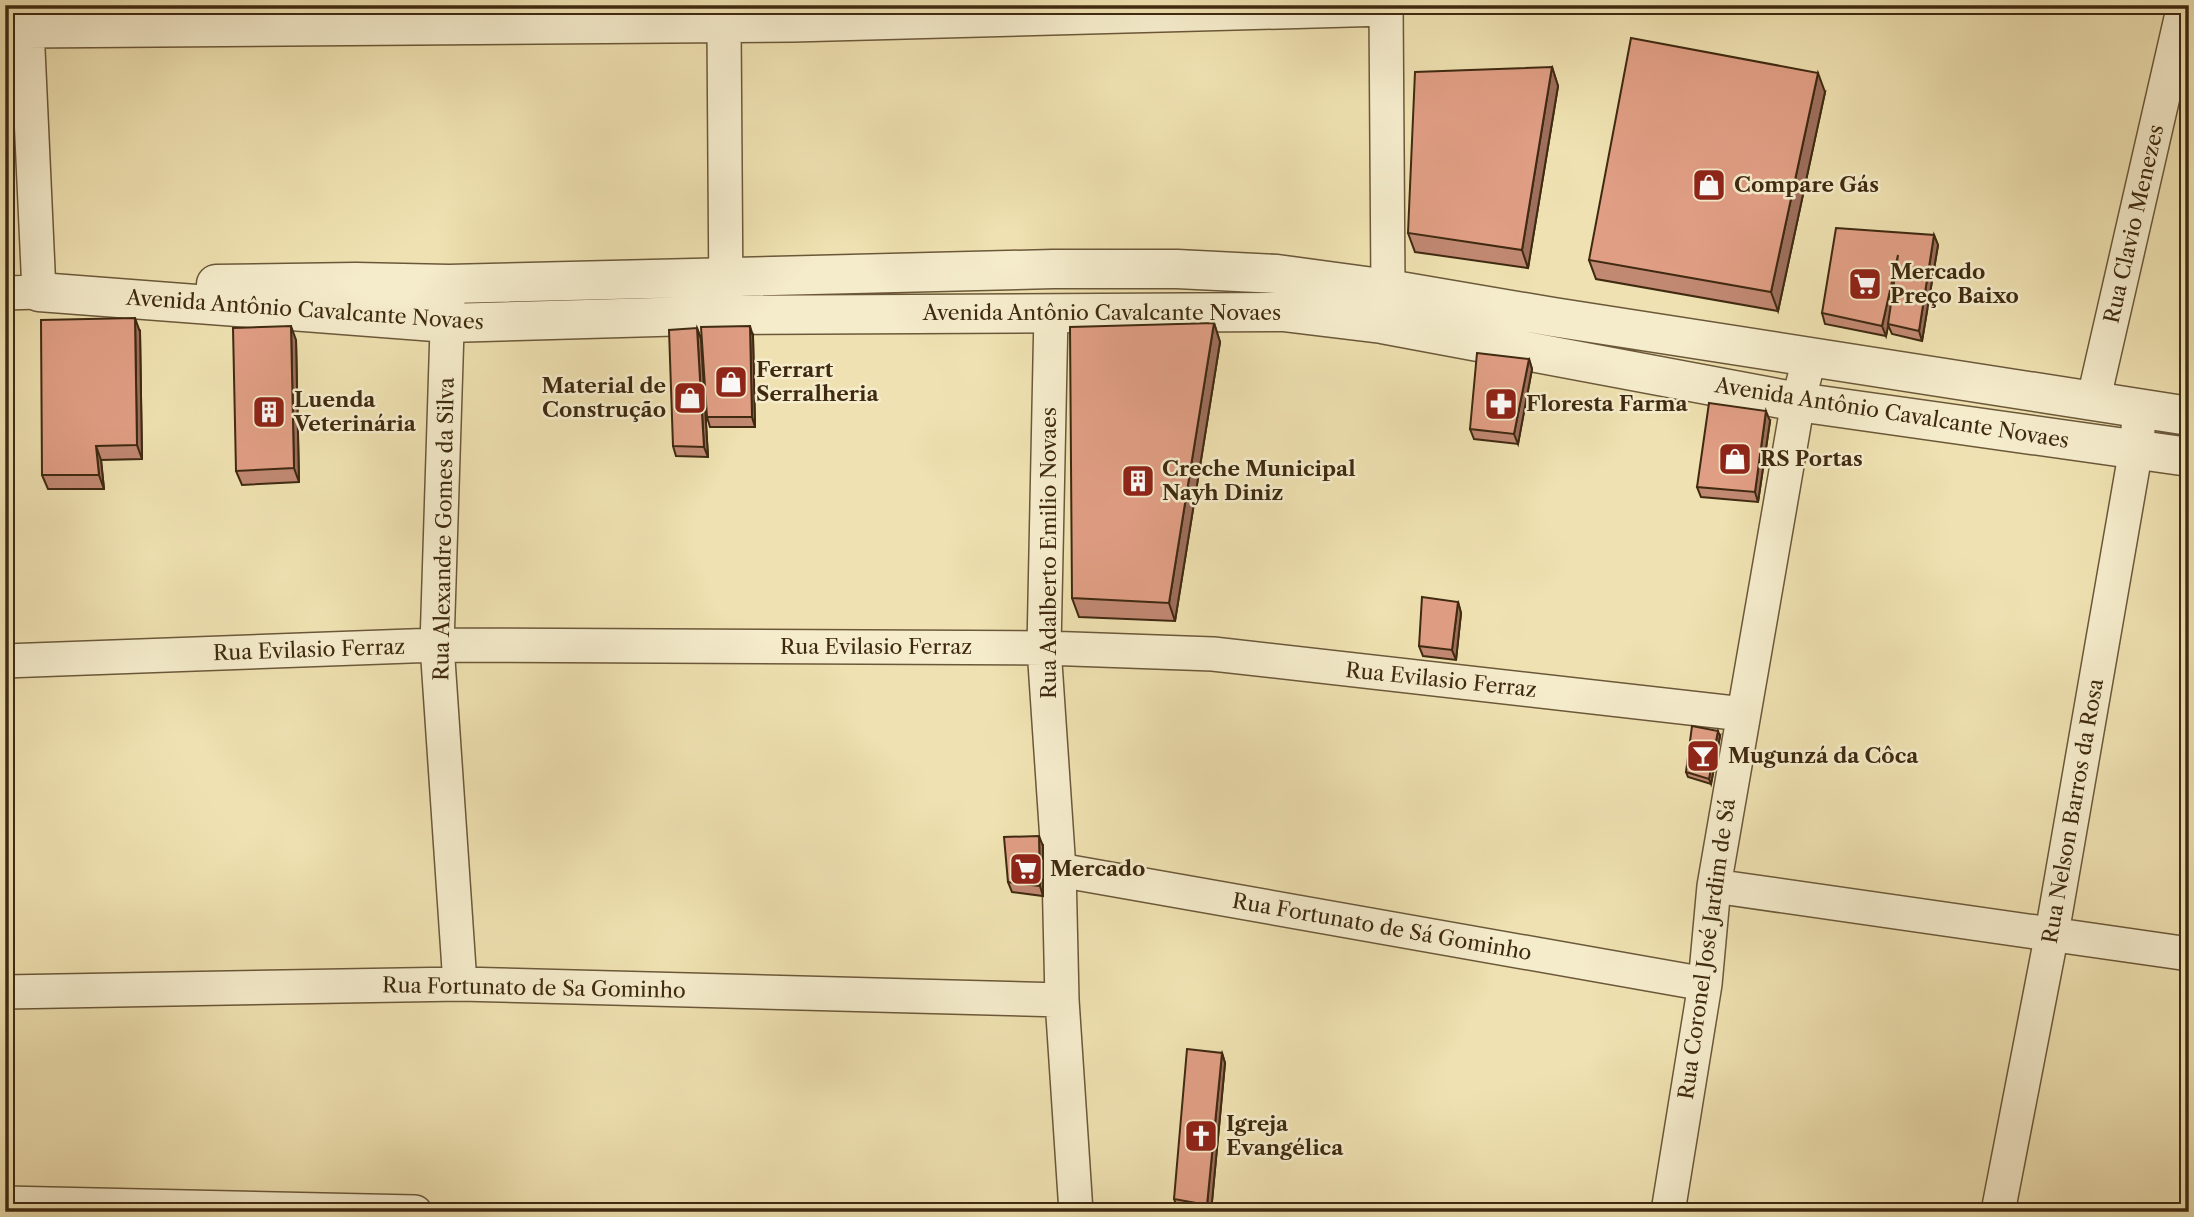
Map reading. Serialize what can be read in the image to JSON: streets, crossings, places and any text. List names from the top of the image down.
{
  "streets": {
    "street": [
      "Rua Clavio Menezes",
      "Avenida Antônio Cavalcante Novaes",
      "Rua Alexandre Gomes da Silva",
      "Rua Adalberto Emilio Novaes",
      "Rua Evilasio Ferraz",
      "Rua Nelson Barros da Rosa",
      "Rua Fortunato de Sá Gominho",
      "Rua Coronel José Jardim de Sá",
      "Rua Fortunato de Sa Gominho"
    ]
  },
  "crossings": [
    ["Avenida Antônio Cavalcante Novaes", "Rua Alexandre Gomes da Silva"],
    ["Avenida Antônio Cavalcante Novaes", "Rua Adalberto Emilio Novaes"],
    ["Avenida Antônio Cavalcante Novaes", "Rua Nelson Barros da Rosa"],
    ["Avenida Antônio Cavalcante Novaes", "Rua Coronel José Jardim de Sá"],
    ["Rua Alexandre Gomes da Silva", "Rua Evilasio Ferraz"],
    ["Rua Alexandre Gomes da Silva", "Rua Fortunato de Sa Gominho"],
    ["Rua Adalberto Emilio Novaes", "Rua Evilasio Ferraz"],
    ["Rua Adalberto Emilio Novaes", "Rua Fortunato de Sá Gominho"],
    ["Rua Adalberto Emilio Novaes", "Rua Fortunato de Sa Gominho"],
    ["Rua Evilasio Ferraz", "Rua Coronel José Jardim de Sá"],
    ["Rua Fortunato de Sá Gominho", "Rua Coronel José Jardim de Sá"]
  ],
  "places": {
    "shop": [
      "Compare Gás",
      "Ferrart Serralheria",
      "Material de Construção",
      "RS Portas"
    ],
    "supermarket": ["Mercado Preço Baixo", "Mercado"],
    "pharmacy": ["Floresta Farma"],
    "building": ["Luenda Veterinária", "Creche Municipal Nayh Diniz"],
    "bar": ["Mugunzá da Côca"],
    "church": ["Igreja Evangélica"]
  }
}
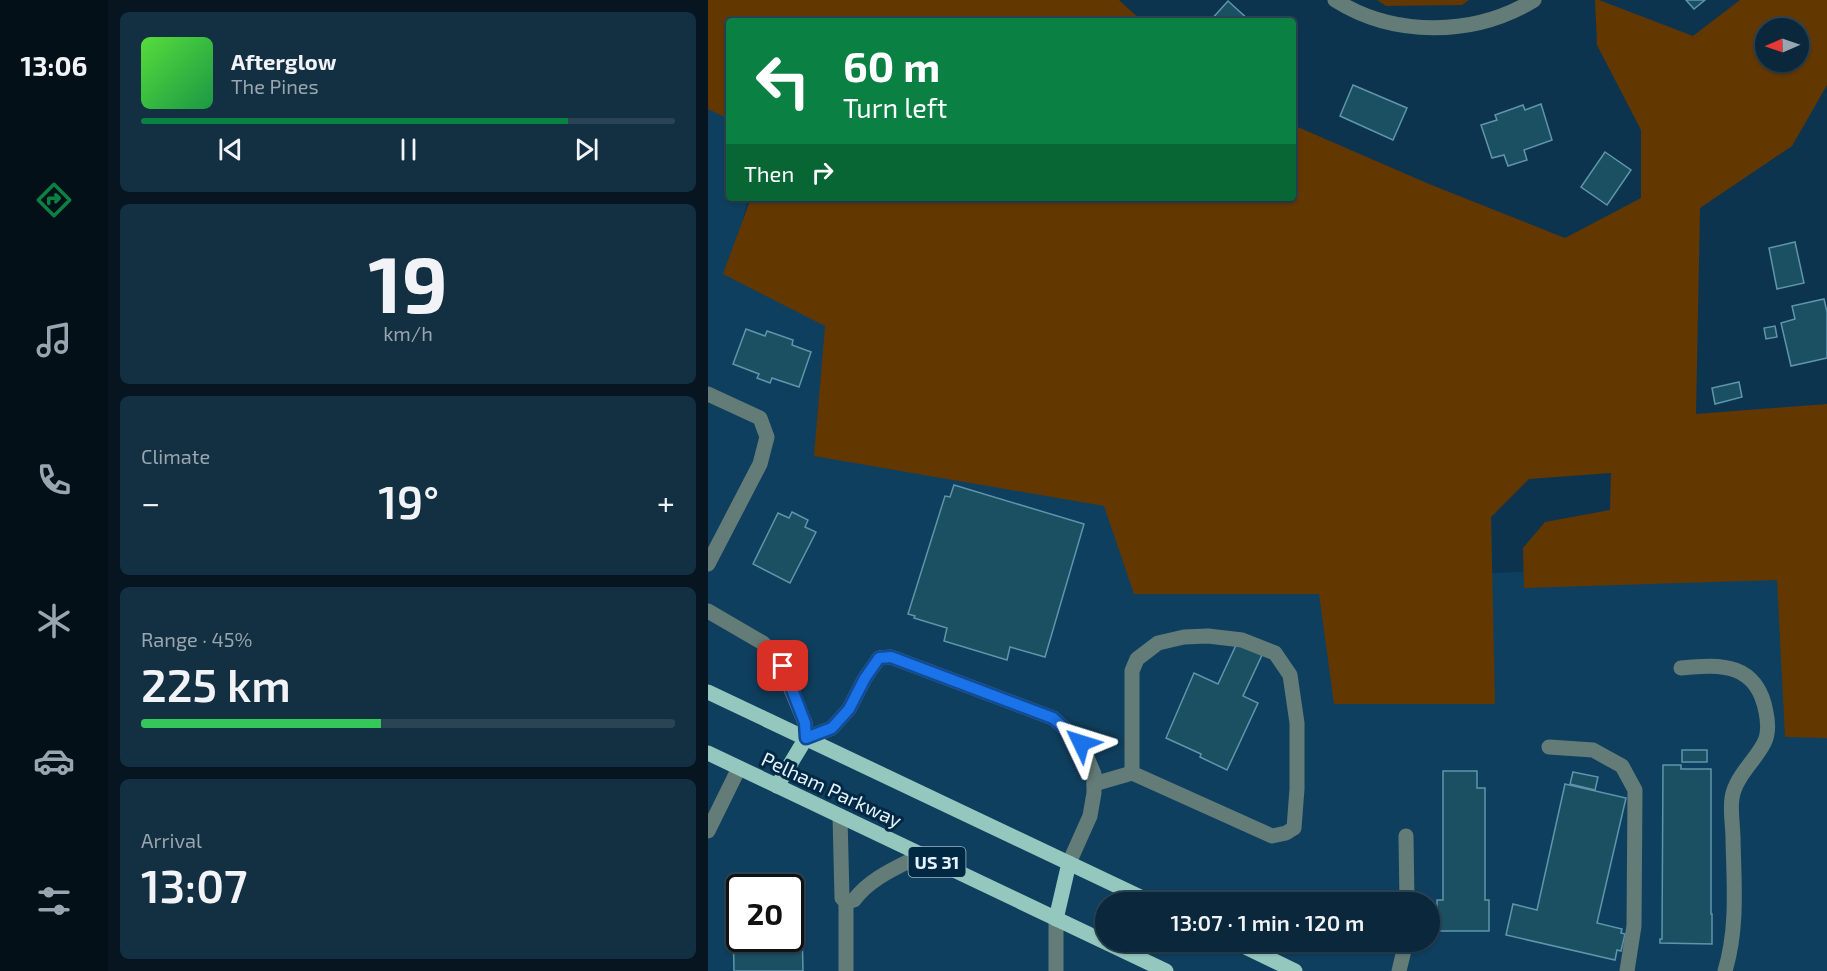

━━━━━━━━━━━━━━━━━━━━━━━━━━━━━━

Exercise aim. Set down all the data again exactly as above, pictures excluded.

Written answer.
Map reading. Serialize what can be read in the image to JSON: streets, crossings, places and any text. List names from the top of the image down.
{
  "streets": {
    "street": [
      "Rua Clavio Menezes",
      "Avenida Antônio Cavalcante Novaes",
      "Rua Alexandre Gomes da Silva",
      "Rua Adalberto Emilio Novaes",
      "Rua Evilasio Ferraz",
      "Rua Nelson Barros da Rosa",
      "Rua Fortunato de Sá Gominho",
      "Rua Coronel José Jardim de Sá",
      "Rua Fortunato de Sa Gominho"
    ]
  },
  "crossings": [
    ["Avenida Antônio Cavalcante Novaes", "Rua Alexandre Gomes da Silva"],
    ["Avenida Antônio Cavalcante Novaes", "Rua Adalberto Emilio Novaes"],
    ["Avenida Antônio Cavalcante Novaes", "Rua Nelson Barros da Rosa"],
    ["Avenida Antônio Cavalcante Novaes", "Rua Coronel José Jardim de Sá"],
    ["Rua Alexandre Gomes da Silva", "Rua Evilasio Ferraz"],
    ["Rua Alexandre Gomes da Silva", "Rua Fortunato de Sa Gominho"],
    ["Rua Adalberto Emilio Novaes", "Rua Evilasio Ferraz"],
    ["Rua Adalberto Emilio Novaes", "Rua Fortunato de Sá Gominho"],
    ["Rua Adalberto Emilio Novaes", "Rua Fortunato de Sa Gominho"],
    ["Rua Evilasio Ferraz", "Rua Coronel José Jardim de Sá"],
    ["Rua Fortunato de Sá Gominho", "Rua Coronel José Jardim de Sá"]
  ],
  "places": {
    "shop": [
      "Compare Gás",
      "Ferrart Serralheria",
      "Material de Construção",
      "RS Portas"
    ],
    "supermarket": ["Mercado Preço Baixo", "Mercado"],
    "pharmacy": ["Floresta Farma"],
    "building": ["Luenda Veterinária", "Creche Municipal Nayh Diniz"],
    "bar": ["Mugunzá da Côca"],
    "church": ["Igreja Evangélica"]
  }
}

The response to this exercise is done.